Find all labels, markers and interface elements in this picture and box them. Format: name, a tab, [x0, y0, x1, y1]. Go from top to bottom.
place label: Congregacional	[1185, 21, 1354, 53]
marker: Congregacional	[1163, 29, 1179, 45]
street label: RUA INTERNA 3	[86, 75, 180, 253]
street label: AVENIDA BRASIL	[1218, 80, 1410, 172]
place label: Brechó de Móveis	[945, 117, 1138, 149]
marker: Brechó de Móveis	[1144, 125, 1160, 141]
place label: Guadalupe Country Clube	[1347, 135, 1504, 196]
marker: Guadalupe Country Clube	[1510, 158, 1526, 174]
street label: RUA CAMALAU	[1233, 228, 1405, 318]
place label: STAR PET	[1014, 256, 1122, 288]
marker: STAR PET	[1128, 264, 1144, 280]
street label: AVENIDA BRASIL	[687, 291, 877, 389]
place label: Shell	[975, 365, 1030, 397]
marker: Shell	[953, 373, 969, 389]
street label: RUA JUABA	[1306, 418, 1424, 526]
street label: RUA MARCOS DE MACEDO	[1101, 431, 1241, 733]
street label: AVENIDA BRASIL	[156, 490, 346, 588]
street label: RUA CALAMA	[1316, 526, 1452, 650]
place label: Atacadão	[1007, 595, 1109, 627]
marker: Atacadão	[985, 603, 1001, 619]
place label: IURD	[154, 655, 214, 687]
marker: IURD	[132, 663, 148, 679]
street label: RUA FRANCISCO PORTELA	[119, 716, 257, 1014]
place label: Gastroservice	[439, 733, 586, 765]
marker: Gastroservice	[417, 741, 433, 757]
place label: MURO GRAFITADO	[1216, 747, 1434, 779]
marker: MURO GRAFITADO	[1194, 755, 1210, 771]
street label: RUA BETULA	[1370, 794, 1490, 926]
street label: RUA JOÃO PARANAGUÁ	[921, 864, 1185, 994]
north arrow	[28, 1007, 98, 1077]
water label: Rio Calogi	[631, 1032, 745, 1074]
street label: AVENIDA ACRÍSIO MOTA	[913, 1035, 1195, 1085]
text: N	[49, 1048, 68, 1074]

### Work instructions
Output each line of the material exactly as it was written above.

### Expected answer
Find all labels, markers and interface elements in this picture and box them. Format: name, a tab, [x0, y0, x1, y1]. Go from top to bottom.
place label: Congregacional	[1185, 21, 1354, 53]
marker: Congregacional	[1163, 29, 1179, 45]
street label: RUA INTERNA 3	[86, 75, 180, 253]
street label: AVENIDA BRASIL	[1218, 80, 1410, 172]
place label: Brechó de Móveis	[945, 117, 1138, 149]
marker: Brechó de Móveis	[1144, 125, 1160, 141]
place label: Guadalupe Country Clube	[1347, 135, 1504, 196]
marker: Guadalupe Country Clube	[1510, 158, 1526, 174]
street label: RUA CAMALAU	[1233, 228, 1405, 318]
place label: STAR PET	[1014, 256, 1122, 288]
marker: STAR PET	[1128, 264, 1144, 280]
street label: AVENIDA BRASIL	[687, 291, 877, 389]
place label: Shell	[975, 365, 1030, 397]
marker: Shell	[953, 373, 969, 389]
street label: RUA JUABA	[1306, 418, 1424, 526]
street label: RUA MARCOS DE MACEDO	[1101, 431, 1241, 733]
street label: AVENIDA BRASIL	[156, 490, 346, 588]
street label: RUA CALAMA	[1316, 526, 1452, 650]
place label: Atacadão	[1007, 595, 1109, 627]
marker: Atacadão	[985, 603, 1001, 619]
place label: IURD	[154, 655, 214, 687]
marker: IURD	[132, 663, 148, 679]
street label: RUA FRANCISCO PORTELA	[119, 716, 257, 1014]
place label: Gastroservice	[439, 733, 586, 765]
marker: Gastroservice	[417, 741, 433, 757]
place label: MURO GRAFITADO	[1216, 747, 1434, 779]
marker: MURO GRAFITADO	[1194, 755, 1210, 771]
street label: RUA BETULA	[1370, 794, 1490, 926]
street label: RUA JOÃO PARANAGUÁ	[921, 864, 1185, 994]
north arrow	[28, 1007, 98, 1077]
water label: Rio Calogi	[631, 1032, 745, 1074]
street label: AVENIDA ACRÍSIO MOTA	[913, 1035, 1195, 1085]
text: N	[49, 1048, 68, 1074]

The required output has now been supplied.